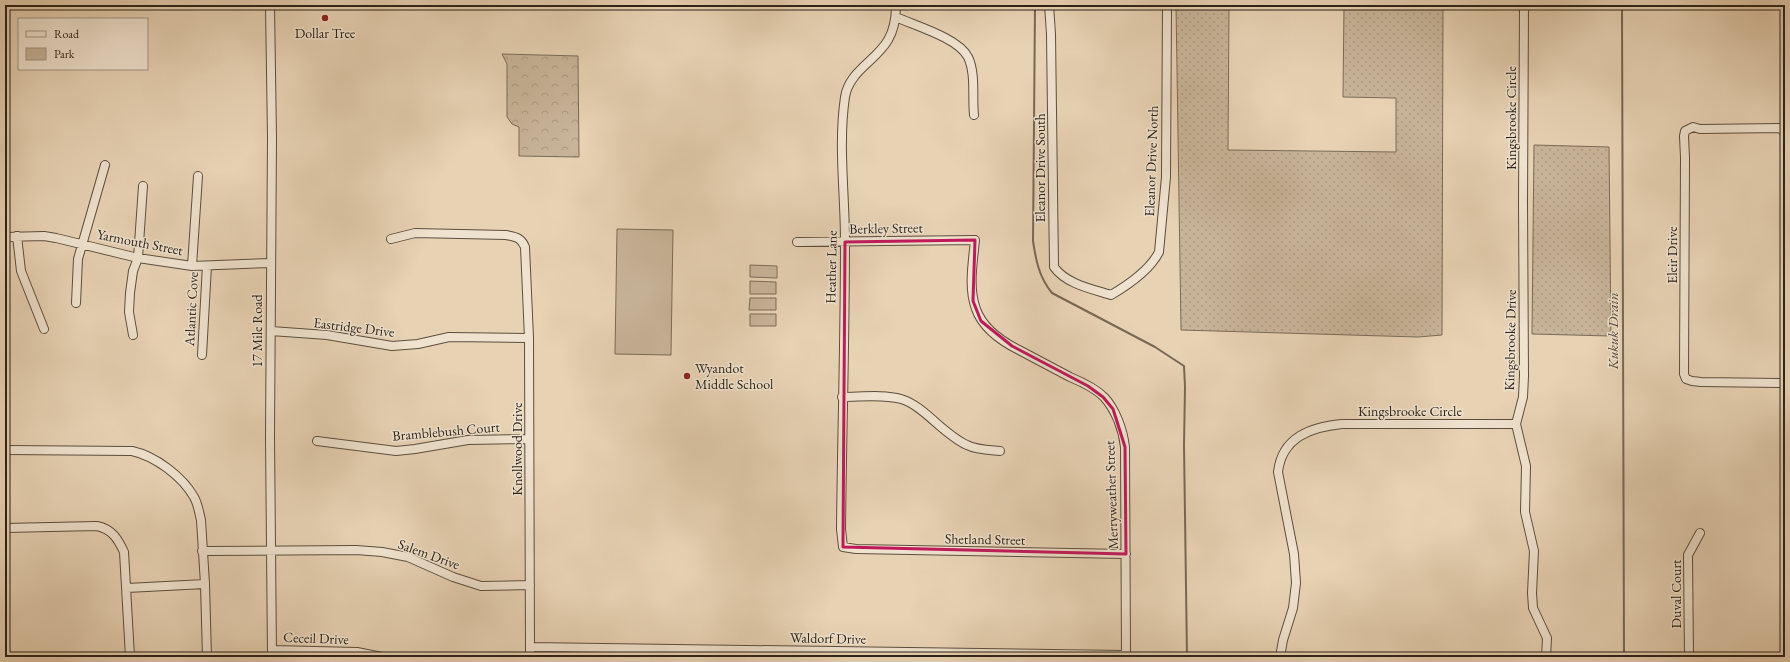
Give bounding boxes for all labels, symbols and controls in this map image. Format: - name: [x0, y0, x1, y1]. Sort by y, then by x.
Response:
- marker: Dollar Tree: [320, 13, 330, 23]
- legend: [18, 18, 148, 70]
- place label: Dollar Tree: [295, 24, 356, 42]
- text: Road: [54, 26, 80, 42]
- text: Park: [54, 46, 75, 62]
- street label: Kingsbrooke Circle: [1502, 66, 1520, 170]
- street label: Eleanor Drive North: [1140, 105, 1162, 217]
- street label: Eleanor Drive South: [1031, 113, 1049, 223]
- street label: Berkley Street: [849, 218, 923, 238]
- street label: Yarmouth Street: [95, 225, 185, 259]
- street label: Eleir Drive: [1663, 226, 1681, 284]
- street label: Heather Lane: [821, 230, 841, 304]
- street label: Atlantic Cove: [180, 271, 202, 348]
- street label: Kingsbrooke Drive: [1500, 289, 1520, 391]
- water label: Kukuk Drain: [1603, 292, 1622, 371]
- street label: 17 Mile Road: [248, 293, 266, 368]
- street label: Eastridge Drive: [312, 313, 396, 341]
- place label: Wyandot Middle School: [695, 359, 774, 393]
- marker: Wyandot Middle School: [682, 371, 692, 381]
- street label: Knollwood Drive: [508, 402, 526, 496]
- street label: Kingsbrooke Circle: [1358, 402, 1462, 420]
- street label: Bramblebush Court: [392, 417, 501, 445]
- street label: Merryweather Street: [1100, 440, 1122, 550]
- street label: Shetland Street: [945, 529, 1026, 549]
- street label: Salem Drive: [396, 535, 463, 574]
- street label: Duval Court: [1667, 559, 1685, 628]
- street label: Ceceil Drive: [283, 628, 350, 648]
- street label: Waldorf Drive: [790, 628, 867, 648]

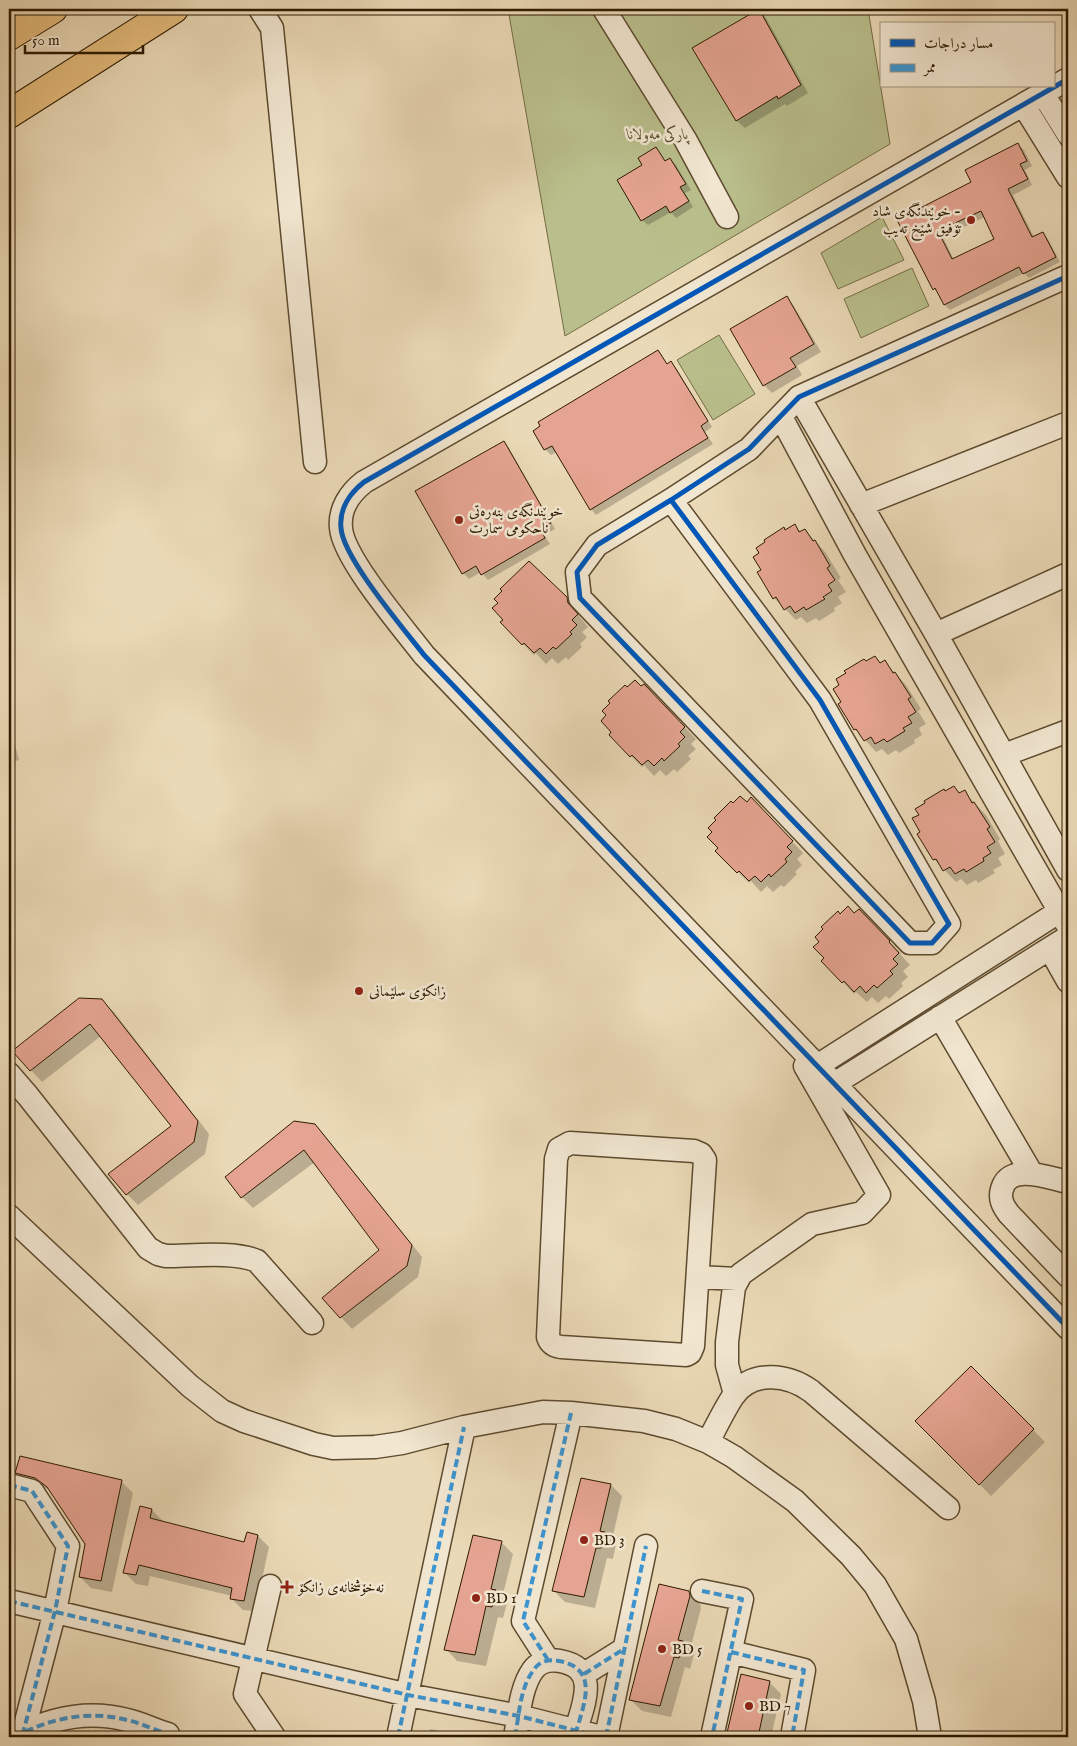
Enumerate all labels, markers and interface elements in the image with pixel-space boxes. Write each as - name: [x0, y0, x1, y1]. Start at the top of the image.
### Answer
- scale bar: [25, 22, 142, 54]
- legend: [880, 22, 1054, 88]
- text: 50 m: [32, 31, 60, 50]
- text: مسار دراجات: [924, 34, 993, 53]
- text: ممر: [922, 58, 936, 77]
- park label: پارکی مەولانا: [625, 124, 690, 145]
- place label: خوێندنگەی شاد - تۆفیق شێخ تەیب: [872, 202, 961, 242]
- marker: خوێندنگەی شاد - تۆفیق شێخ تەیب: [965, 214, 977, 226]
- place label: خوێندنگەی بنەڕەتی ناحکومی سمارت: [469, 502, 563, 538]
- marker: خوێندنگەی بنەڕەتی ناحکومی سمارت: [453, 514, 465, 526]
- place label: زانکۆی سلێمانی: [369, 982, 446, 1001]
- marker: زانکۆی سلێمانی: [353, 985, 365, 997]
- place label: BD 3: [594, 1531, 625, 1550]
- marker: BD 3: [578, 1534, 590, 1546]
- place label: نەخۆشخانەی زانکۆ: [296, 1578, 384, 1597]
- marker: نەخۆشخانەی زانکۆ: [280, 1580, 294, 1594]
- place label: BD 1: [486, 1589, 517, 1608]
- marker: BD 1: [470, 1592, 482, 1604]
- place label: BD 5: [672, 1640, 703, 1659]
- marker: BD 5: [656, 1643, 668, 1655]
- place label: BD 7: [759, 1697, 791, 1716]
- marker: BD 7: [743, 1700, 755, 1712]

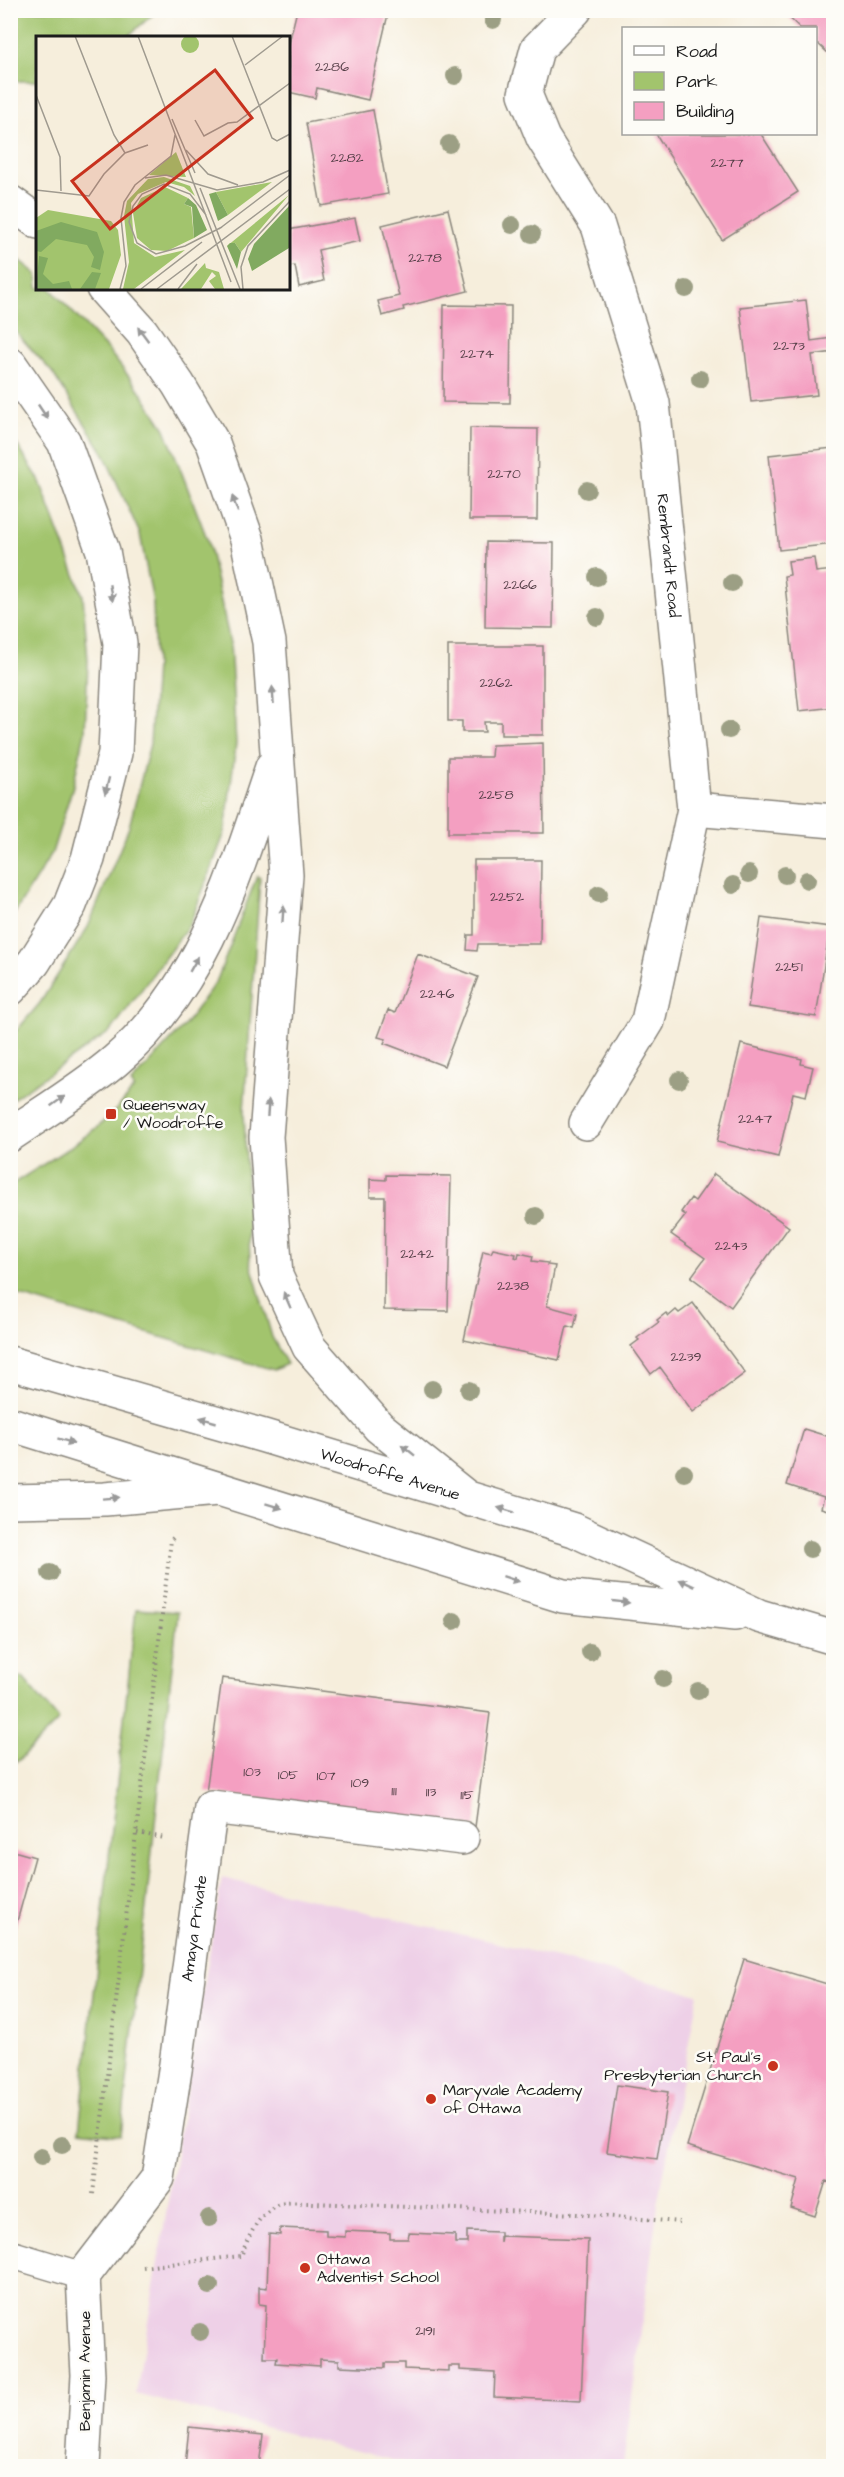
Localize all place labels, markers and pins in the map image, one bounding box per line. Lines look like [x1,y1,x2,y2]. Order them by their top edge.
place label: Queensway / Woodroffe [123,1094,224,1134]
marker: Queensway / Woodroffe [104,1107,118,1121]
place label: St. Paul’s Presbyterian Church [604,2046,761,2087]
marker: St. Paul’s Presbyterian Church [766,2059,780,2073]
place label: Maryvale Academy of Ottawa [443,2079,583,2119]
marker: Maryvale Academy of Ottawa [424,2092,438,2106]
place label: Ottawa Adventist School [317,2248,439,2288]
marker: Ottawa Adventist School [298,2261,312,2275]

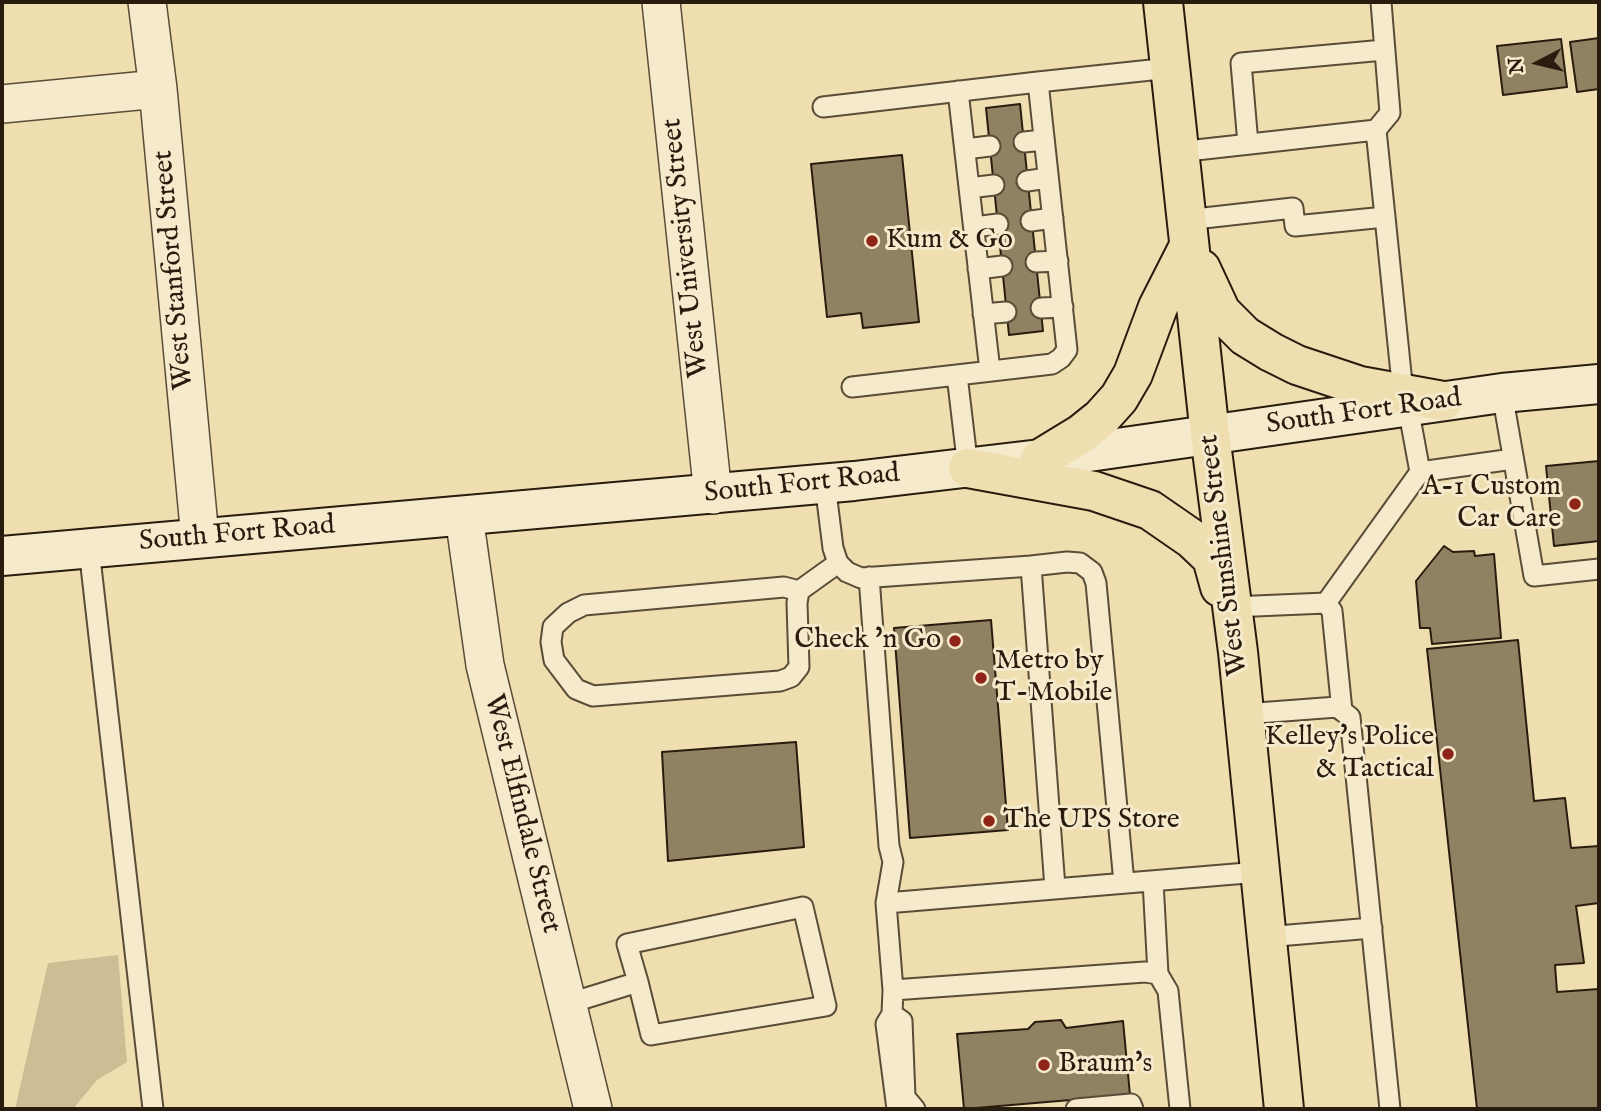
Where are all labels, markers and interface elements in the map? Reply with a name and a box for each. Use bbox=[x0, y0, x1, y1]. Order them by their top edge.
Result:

################

### TASK DESCRIPTION
Count the lines in the listing above that contain the string "boxes", and give only the count.

### EXERCISE RESPONSE
2